Data extract section start

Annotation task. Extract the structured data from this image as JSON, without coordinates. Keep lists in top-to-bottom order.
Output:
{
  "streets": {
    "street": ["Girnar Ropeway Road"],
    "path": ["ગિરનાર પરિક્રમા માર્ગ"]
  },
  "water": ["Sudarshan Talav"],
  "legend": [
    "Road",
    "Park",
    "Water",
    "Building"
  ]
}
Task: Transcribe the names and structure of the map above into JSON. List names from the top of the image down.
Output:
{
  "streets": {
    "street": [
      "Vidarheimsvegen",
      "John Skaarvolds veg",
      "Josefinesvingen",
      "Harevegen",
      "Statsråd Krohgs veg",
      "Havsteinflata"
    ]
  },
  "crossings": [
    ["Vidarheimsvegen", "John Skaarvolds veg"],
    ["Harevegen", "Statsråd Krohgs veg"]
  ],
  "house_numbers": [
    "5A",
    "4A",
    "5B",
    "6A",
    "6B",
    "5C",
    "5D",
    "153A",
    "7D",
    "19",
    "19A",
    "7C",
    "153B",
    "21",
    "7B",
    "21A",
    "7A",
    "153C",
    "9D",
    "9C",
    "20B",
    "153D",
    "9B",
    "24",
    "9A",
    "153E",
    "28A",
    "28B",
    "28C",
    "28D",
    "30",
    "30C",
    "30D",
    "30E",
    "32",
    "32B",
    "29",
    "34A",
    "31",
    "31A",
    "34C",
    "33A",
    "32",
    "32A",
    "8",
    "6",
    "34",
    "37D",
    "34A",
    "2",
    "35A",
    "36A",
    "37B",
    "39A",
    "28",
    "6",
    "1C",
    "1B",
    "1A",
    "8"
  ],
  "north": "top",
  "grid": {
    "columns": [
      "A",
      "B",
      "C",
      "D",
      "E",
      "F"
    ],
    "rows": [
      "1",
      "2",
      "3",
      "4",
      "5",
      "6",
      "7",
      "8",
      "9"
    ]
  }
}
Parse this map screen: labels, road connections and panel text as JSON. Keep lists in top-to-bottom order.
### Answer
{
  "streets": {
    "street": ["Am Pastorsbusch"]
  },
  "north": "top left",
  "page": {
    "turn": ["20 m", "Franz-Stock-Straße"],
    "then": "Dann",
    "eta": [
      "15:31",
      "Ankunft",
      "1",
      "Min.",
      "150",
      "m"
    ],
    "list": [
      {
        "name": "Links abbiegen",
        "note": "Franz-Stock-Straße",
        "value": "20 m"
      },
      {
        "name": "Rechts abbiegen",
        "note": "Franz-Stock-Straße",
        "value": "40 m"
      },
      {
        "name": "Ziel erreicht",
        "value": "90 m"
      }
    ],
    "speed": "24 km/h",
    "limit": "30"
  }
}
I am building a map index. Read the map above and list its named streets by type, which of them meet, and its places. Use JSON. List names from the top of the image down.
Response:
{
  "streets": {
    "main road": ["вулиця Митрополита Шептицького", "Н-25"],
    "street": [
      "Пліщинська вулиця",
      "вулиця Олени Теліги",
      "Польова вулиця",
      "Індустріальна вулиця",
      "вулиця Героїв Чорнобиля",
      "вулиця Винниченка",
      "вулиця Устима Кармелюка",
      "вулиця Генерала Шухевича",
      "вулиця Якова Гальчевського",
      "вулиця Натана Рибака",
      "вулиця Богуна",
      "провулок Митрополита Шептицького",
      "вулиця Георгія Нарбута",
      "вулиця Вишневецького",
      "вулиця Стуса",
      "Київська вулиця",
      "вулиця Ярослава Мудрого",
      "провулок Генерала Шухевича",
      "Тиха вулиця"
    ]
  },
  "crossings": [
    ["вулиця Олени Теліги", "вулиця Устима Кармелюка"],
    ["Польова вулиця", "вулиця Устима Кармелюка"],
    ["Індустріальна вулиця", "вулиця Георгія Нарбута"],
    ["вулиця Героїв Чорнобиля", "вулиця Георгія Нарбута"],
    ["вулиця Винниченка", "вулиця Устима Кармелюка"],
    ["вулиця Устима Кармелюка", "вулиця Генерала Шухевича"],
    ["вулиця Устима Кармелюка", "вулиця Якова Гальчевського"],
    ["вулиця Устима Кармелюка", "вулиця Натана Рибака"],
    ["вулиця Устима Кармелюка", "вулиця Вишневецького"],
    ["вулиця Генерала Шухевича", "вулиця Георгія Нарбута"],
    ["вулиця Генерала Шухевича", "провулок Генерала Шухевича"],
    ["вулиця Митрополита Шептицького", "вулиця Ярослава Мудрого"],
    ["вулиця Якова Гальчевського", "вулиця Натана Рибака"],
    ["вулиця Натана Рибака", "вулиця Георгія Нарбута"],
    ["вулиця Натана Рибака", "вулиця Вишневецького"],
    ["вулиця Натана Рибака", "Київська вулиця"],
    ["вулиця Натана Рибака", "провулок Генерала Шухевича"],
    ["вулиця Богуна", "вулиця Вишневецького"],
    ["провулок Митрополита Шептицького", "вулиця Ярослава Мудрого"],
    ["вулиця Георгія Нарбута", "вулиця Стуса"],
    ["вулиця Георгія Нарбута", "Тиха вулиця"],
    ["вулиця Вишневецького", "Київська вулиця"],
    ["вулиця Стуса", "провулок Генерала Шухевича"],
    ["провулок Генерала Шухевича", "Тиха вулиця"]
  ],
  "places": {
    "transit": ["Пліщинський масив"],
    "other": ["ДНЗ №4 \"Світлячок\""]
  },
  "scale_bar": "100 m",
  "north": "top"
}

Data extract section end

Filter the records above for "Ярослава" and copy every matching line.

Your response:
      "вулиця Ярослава Мудрого",
    ["вулиця Митрополита Шептицького", "вулиця Ярослава Мудрого"],
    ["провулок Митрополита Шептицького", "вулиця Ярослава Мудрого"],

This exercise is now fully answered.